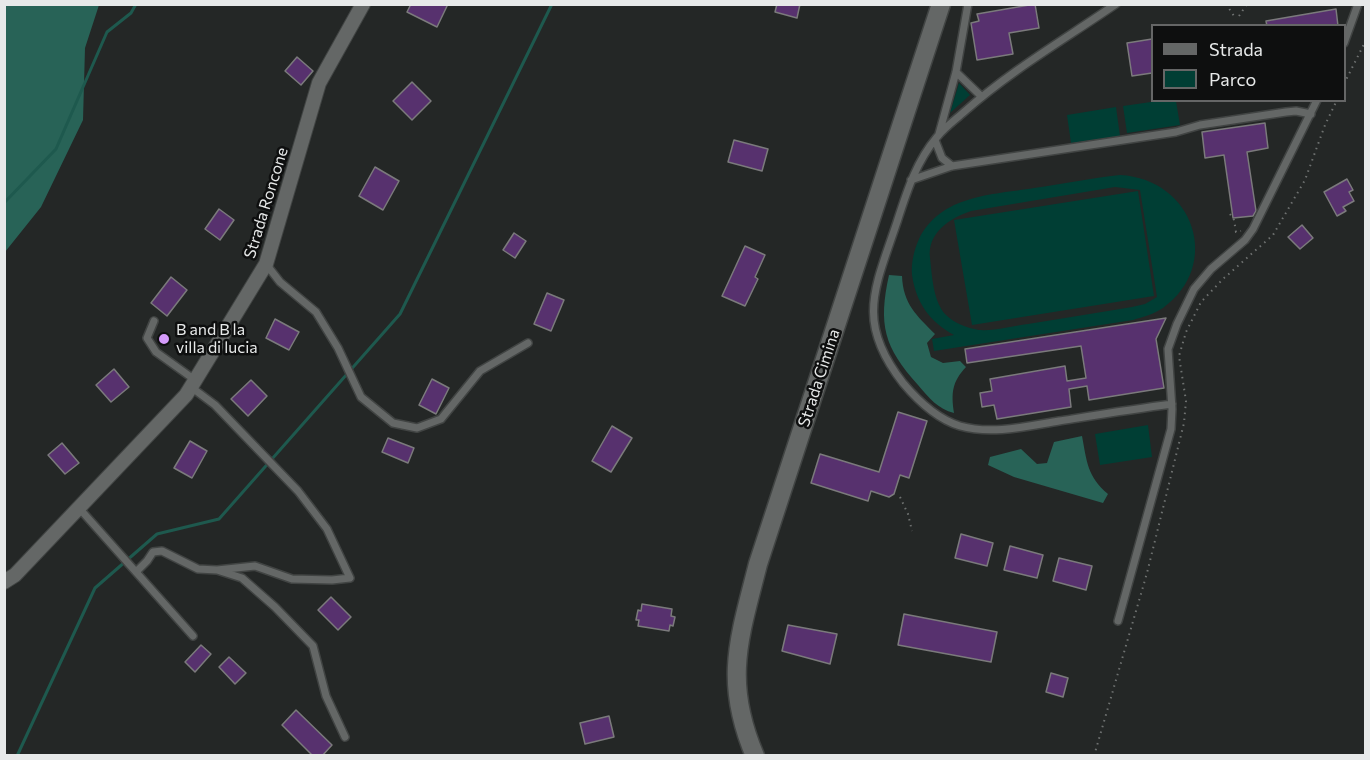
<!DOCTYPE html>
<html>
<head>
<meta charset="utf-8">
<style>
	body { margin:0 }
	#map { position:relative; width:1370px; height:760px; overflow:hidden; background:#242726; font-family:Commissioner,sans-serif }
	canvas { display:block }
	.frame { position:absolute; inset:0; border:6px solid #e7e9e9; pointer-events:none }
	.legend { position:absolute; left:1151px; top:24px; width:195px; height:78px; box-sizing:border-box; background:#0e0f0f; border:2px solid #656666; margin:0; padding:8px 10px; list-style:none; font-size:18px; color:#e7e9e9 }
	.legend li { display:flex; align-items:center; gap:12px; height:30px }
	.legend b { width:30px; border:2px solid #656666 }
</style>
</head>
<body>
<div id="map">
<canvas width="1370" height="760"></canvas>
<div class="frame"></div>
<ul class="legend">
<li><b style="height:8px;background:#646766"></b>Strada</li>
<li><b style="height:16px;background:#003e34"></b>Parco</li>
</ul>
</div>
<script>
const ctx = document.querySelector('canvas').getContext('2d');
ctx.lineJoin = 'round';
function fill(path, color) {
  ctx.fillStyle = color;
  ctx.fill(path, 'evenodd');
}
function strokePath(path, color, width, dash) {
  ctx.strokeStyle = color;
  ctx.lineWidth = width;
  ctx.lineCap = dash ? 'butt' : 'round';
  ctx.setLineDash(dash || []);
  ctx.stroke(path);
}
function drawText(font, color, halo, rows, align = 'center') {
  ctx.font = font + ' Commissioner,sans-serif';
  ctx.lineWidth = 5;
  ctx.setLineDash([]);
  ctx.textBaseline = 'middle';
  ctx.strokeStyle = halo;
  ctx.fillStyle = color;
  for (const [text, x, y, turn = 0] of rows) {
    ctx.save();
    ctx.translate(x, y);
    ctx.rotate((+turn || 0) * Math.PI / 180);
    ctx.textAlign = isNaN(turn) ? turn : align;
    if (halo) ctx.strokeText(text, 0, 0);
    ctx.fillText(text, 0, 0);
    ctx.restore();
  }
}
fill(new Path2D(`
	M959,83L970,95L950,113Z
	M1158,101H1176L1180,125L1127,133L1123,106Z
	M1116,107L1120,136L1071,143L1067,115Z
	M1120,175C1194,179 1223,265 1163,308C1154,314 1143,317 1133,320L934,351L932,339L954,335C930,322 916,303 912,275C911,263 914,250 919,239C941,195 991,195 1034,188C1062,184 1091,178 1120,175ZM1115,187L1140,190L1157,297L1145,304L1132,307C1098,313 1063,318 1028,324C1012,326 995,331 979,330C967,328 954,323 946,315C933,302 932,275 930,258C927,233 950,218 971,211Z
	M1138,191L1154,296L972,325L954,220Z
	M1148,425L1152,457L1100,465L1095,434Z`), '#003e34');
fill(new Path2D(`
	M5,5H99L85,48L83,120L41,207L5,252Z
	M889,275L902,276C903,304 917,316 935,334L927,343L931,357L943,363L960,361L966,367C952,382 951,393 954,413C938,409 929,398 918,385C884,347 878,325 889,275Z
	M1082,436C1087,462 1087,476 1108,494L1103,503L1014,477L988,465L990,457L1021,449L1037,464L1047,463L1054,442Z`), '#286357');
strokePath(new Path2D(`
	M4,203L56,149L107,32L131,13L136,4
	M17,756L95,588L157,534L219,519L400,314L552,4`), '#1e594e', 3);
const building = new Path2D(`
	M411,4H448L437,27L407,12Z
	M777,4H800L797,18L775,12Z
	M1035,4L1039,28L1009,33L1013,54L977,60L971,23L979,21L977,14Z
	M1336,9L1338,26H1267L1266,21Z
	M1152,39V73L1132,76L1127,43Z
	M297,57L313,71L301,85L285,71Z
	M412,82L431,101L412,120L393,101Z
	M1265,123L1268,148L1247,152L1256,211L1253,216L1233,218L1224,155L1205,158L1202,132Z
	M734,140L768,149L762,171L728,162Z
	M375,167L399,181L383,210L359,196Z
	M1347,179L1353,190L1349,192L1354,201L1343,207L1346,211L1337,216L1324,192Z
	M219,209L234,220L220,240L205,229Z
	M1302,225L1313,238L1300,249L1288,237Z
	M514,233L526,241L515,258L503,250Z
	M745,246L765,255L755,277L758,279L745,306L722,296Z
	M171,277L187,290L167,316L151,303Z
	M547,293L564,300L551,331L534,324Z
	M1166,318L1156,339L1164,388L1089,400L1087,386L1069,389L1071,407L997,419L994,405L982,407L980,393L992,391L990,379L1065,366L1067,381L1086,378L1081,346L967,363L965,349Z
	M275,319L299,332L289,350L266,338Z
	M114,369L129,387L111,402L96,385Z
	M432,379L449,388L436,414L419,405Z
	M251,380L267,396L248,416L231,399Z
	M898,412L927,421L909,478L900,475L894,494L889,497L871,491L868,501L811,483L820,454L879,472Z
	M612,426L632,438L611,472L592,461Z
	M388,438L414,448L408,463L382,452Z
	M190,441L207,451L192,478L174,468Z
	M62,443L79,463L65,474L48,455Z
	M961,534L993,543L987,566L955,558Z
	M1010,546L1043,555L1037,578L1004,570Z
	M1059,558L1092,566L1086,590L1053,581Z
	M331,597L351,617L338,630L318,610Z
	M642,604L672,609L671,616L675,617L673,626L670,625L669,631L638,626L639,620H636L638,610L641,611Z
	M904,614L997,632L991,662L898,645Z
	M788,625L837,634L830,664L782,651Z
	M201,645L211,654L195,672L185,662Z
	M229,657L246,673L235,684L219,667Z
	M1051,673L1068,678L1063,697L1046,692Z
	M296,710L332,745L322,756H313L282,725Z
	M609,716L614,737L585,744L580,723Z`);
fill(building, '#57316e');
strokePath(building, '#7b7a7c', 1.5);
const service = new Path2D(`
	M1116,4C1065,39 1010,71 964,112C955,120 945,127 937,137C916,162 907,191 897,222C875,288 855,322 903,383C919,402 937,419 960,426C992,435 1028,426 1059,421C1097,415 1134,409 1172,404
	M1344,43L1358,4
	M956,72L981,96
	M939,134L956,72L968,4
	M935,140L942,158L952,166
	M911,180L952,166L1176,132L1200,125L1286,112L1296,111L1311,114
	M266,264L280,282L316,312L338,348L361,397L393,423L417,428L441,419L480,371L528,343
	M154,321L147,338L156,352L195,380
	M191,387L215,405L298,491L327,529L350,578L332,580L292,579L255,566L217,570
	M79,508L193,636
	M136,572L147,561L153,552L162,551L198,569L217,570L242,578L275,607L313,646L326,696L345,737
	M1118,621L1171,429L1172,409L1168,349L1177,324L1194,289L1211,269L1245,240L1253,229L1317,100`);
const minor = new Path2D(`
	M4,582L15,575L186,395L191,387L266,264L319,83L363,4`);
const secondary = new Path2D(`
	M755,756C723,681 739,639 758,564L941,4`);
strokePath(service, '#414443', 10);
strokePath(minor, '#414443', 16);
strokePath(secondary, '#414443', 21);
strokePath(new Path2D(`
	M1226,4L1234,16
	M1239,16L1247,4
	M1344,84L1366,40
	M1230,214L1234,220L1236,232L1241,231
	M900,497L908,514L912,531
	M1094,756L1147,573L1184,423L1186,401L1179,356L1186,332L1201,302L1223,279L1273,235L1305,180L1325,125L1337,100`), '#6f7271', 2, [1.5, 4.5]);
strokePath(service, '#646766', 7);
strokePath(minor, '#646766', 14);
strokePath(secondary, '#646766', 18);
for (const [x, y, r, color] of [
	[164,339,6,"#d59bfb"]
]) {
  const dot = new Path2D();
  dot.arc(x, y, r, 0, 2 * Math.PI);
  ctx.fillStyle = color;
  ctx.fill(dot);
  strokePath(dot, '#0e0f0f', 2);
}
drawText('16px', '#e7e9e9', '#0e0f0f', [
	["Strada Roncone",266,203,-73],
	["Strada Cimina",819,378,-72]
]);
drawText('16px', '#e7e9e9', '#0e0f0f', [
	["B and B la",176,330],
	["villa di lucia",176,348]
], 'left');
</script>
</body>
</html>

TASK GOAL: Identify the lines of the data that contain the word "canvas". Copy each of them.

ANSWER:
	canvas { display:block }
<canvas width="1370" height="760"></canvas>
const ctx = document.querySelector('canvas').getContext('2d');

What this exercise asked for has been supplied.